TASK DETAILS — Set down the line that contains "I am building a map index. Serialize" and every line after it to the end of the entries, exactly as they stand and nothing more.

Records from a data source
:::
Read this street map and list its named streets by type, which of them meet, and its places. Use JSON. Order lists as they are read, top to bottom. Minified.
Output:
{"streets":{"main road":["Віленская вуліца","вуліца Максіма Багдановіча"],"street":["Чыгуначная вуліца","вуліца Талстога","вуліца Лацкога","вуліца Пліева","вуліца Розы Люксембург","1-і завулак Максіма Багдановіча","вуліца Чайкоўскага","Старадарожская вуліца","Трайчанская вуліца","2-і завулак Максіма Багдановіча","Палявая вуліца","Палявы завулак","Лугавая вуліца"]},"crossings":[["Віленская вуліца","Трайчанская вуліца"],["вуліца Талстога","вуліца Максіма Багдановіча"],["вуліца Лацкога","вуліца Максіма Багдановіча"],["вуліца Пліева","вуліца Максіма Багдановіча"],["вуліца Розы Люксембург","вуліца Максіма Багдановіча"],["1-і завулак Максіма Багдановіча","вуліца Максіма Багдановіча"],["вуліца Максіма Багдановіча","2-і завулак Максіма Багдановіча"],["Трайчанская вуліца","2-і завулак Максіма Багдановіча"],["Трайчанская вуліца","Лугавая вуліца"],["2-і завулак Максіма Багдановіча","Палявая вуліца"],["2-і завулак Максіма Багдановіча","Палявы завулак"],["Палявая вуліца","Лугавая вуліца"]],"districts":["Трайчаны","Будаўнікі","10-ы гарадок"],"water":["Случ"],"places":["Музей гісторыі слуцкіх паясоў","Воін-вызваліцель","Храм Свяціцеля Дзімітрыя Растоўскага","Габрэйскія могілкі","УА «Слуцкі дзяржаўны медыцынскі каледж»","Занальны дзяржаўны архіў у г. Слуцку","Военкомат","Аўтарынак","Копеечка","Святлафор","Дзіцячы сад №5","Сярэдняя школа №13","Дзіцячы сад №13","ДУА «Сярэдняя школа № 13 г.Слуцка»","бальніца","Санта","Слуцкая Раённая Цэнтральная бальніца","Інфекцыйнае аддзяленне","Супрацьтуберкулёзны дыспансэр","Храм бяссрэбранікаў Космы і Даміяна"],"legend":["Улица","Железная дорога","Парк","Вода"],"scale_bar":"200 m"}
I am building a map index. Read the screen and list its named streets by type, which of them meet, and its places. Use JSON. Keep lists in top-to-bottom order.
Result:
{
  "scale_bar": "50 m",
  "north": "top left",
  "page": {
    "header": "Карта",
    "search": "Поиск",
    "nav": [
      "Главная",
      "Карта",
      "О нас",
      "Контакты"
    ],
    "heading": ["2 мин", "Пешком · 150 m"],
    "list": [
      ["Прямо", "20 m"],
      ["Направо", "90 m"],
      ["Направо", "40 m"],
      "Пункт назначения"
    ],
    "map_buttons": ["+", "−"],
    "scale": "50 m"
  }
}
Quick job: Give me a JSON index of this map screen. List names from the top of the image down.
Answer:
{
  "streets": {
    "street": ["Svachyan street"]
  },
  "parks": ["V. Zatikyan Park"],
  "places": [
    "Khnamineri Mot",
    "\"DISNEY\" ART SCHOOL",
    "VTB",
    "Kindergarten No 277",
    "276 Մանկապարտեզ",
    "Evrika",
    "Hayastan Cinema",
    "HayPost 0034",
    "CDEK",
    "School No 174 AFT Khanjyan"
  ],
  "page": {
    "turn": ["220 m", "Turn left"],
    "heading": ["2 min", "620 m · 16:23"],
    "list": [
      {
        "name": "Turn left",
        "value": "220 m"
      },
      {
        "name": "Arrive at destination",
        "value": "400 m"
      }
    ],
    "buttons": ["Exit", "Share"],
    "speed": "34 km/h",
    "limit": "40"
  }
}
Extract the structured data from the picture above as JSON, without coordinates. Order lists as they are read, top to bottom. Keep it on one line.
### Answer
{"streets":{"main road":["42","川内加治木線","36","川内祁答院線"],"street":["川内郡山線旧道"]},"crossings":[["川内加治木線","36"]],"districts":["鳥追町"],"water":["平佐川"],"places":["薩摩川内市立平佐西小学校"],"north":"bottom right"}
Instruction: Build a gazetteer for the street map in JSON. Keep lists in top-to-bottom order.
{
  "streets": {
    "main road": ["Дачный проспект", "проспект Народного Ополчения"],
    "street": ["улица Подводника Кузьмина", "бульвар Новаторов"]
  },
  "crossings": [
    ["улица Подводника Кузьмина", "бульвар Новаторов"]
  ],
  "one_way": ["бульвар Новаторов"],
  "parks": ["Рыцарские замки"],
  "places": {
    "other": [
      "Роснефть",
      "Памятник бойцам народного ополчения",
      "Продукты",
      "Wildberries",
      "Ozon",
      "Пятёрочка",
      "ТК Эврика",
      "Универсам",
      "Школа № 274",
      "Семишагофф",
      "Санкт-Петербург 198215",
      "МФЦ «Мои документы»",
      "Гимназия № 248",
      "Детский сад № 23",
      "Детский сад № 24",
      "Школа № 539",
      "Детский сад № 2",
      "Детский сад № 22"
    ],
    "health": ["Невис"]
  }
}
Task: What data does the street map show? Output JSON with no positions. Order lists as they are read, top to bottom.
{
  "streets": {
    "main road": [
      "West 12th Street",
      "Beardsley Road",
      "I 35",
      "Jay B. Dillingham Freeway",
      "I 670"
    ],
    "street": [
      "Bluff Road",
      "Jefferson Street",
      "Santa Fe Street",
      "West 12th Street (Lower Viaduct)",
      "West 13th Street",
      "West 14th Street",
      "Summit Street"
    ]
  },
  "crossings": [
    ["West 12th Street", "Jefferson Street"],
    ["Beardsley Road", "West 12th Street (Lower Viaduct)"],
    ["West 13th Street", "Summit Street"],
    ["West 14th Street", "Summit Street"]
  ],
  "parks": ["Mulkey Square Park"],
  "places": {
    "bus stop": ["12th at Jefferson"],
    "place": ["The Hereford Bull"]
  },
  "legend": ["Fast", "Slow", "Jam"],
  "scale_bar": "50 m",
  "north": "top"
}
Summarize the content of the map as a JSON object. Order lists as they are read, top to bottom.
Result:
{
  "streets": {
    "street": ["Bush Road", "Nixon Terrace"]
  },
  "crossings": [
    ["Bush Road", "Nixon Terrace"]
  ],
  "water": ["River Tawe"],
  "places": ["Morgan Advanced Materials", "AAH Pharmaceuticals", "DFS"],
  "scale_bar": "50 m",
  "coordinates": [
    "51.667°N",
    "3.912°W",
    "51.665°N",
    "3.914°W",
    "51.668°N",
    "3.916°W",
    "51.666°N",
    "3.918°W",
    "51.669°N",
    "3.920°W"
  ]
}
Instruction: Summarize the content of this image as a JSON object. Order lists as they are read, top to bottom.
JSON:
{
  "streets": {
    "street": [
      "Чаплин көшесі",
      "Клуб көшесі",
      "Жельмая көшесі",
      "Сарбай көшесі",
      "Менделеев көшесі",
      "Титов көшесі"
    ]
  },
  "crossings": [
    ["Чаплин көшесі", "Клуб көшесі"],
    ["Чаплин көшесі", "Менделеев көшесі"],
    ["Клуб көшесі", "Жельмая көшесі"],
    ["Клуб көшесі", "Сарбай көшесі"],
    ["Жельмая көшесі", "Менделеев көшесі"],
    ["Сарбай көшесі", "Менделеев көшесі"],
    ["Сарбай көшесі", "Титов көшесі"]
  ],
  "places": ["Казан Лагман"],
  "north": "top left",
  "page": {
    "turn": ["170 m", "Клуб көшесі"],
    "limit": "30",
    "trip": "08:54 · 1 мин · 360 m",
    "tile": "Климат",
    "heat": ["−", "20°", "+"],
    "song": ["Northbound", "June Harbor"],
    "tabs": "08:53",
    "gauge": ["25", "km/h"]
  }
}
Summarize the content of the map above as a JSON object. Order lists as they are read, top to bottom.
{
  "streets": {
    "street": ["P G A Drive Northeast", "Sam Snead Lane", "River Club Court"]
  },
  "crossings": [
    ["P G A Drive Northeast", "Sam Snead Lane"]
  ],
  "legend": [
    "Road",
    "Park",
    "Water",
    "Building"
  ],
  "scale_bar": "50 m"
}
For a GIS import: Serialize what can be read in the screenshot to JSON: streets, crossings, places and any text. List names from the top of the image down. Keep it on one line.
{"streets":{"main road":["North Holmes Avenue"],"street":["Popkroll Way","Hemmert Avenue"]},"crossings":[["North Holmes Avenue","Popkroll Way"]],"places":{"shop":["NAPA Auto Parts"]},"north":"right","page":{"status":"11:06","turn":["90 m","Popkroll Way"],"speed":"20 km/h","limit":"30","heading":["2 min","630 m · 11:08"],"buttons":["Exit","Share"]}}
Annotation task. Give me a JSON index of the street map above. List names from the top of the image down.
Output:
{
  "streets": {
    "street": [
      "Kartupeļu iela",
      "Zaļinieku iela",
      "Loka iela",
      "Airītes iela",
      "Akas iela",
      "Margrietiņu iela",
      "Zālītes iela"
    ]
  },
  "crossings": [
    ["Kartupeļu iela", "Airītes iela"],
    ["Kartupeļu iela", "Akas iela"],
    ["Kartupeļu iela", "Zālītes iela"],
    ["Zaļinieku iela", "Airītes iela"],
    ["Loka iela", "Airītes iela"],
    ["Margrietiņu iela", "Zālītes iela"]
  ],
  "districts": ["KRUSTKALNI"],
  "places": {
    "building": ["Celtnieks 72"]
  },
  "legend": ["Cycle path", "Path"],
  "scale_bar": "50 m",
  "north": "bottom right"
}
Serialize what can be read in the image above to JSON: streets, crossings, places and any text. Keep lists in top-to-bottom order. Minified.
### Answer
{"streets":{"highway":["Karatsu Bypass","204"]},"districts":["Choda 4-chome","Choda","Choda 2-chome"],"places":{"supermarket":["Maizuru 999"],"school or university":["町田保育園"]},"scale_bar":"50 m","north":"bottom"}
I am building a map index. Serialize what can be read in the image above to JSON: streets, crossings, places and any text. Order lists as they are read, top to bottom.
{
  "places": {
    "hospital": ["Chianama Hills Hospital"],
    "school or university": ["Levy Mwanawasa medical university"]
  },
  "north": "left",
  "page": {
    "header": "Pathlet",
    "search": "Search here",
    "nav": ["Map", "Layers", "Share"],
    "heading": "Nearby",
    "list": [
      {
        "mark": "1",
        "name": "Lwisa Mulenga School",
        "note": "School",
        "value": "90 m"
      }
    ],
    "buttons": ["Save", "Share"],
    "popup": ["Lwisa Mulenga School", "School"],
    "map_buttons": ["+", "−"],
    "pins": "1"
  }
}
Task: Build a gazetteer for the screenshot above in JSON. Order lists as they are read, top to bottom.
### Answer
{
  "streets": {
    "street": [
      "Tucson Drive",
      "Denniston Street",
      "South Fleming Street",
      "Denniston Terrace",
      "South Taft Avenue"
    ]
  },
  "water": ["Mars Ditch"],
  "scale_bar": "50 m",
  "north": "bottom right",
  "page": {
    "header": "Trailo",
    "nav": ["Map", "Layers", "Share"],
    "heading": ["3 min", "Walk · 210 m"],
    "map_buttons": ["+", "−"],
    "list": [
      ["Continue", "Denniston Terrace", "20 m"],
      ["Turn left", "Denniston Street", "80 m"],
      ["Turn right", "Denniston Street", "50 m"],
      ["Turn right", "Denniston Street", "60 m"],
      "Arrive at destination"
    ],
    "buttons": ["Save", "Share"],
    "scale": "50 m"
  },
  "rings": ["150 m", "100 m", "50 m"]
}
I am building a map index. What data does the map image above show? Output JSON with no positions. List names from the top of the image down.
:::
EXPECTED OUTPUT —
I am building a map index. Serialize what can be read in the image above to JSON: streets, crossings, places and any text. Order lists as they are read, top to bottom.
{
  "places": {
    "hospital": ["Chianama Hills Hospital"],
    "school or university": ["Levy Mwanawasa medical university"]
  },
  "north": "left",
  "page": {
    "header": "Pathlet",
    "search": "Search here",
    "nav": ["Map", "Layers", "Share"],
    "heading": "Nearby",
    "list": [
      {
        "mark": "1",
        "name": "Lwisa Mulenga School",
        "note": "School",
        "value": "90 m"
      }
    ],
    "buttons": ["Save", "Share"],
    "popup": ["Lwisa Mulenga School", "School"],
    "map_buttons": ["+", "−"],
    "pins": "1"
  }
}
Task: Build a gazetteer for the screenshot above in JSON. Order lists as they are read, top to bottom.
### Answer
{
  "streets": {
    "street": [
      "Tucson Drive",
      "Denniston Street",
      "South Fleming Street",
      "Denniston Terrace",
      "South Taft Avenue"
    ]
  },
  "water": ["Mars Ditch"],
  "scale_bar": "50 m",
  "north": "bottom right",
  "page": {
    "header": "Trailo",
    "nav": ["Map", "Layers", "Share"],
    "heading": ["3 min", "Walk · 210 m"],
    "map_buttons": ["+", "−"],
    "list": [
      ["Continue", "Denniston Terrace", "20 m"],
      ["Turn left", "Denniston Street", "80 m"],
      ["Turn right", "Denniston Street", "50 m"],
      ["Turn right", "Denniston Street", "60 m"],
      "Arrive at destination"
    ],
    "buttons": ["Save", "Share"],
    "scale": "50 m"
  },
  "rings": ["150 m", "100 m", "50 m"]
}
I am building a map index. What data does the map image above show? Output JSON with no positions. List names from the top of the image down.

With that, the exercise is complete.